▶ Work to be completed:
Among the entries that follow, some lines contain the word "Keep". Show all of them.

▶ Input data:
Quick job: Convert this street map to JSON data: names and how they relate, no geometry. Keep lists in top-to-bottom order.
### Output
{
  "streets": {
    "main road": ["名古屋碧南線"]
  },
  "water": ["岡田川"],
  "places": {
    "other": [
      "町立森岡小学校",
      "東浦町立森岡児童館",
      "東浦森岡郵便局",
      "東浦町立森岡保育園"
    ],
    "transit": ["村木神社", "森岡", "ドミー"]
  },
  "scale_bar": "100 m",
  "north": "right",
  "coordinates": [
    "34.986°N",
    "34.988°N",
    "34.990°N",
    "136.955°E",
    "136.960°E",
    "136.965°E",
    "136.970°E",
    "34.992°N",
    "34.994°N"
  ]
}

...

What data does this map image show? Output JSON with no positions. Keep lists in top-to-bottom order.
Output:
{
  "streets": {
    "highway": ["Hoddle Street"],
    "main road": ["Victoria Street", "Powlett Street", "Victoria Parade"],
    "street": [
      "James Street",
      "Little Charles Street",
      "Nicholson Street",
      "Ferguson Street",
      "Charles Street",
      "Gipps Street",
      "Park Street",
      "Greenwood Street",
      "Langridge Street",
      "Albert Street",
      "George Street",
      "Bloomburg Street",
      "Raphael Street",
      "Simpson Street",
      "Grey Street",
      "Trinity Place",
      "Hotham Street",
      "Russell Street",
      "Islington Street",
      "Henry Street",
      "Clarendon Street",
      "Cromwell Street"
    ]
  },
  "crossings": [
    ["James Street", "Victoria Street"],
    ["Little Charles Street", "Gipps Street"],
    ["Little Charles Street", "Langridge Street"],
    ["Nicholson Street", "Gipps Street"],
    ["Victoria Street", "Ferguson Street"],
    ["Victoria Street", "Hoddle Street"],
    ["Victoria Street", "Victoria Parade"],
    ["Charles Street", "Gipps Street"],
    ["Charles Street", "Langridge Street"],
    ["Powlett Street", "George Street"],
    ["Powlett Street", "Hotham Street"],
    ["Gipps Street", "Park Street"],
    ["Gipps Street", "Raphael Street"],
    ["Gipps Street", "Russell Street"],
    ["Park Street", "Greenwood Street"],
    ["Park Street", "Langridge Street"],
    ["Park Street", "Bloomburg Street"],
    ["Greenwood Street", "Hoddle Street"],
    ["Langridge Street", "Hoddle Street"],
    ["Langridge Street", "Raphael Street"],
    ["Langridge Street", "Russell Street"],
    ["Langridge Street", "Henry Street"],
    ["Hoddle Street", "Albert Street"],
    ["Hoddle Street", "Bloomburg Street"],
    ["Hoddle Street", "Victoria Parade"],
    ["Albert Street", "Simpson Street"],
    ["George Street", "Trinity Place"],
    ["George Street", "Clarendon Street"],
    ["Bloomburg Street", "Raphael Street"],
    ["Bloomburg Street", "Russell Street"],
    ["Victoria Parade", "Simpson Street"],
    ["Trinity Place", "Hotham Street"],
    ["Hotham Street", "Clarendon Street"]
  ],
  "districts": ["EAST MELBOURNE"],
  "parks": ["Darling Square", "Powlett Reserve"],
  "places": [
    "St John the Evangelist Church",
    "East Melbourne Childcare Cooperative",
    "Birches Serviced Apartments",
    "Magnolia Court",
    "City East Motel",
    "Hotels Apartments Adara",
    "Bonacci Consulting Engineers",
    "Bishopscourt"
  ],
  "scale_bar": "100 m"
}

▶ Exercise output:
Quick job: Convert this street map to JSON data: names and how they relate, no geometry. Keep lists in top-to-bottom order.
What data does this map image show? Output JSON with no positions. Keep lists in top-to-bottom order.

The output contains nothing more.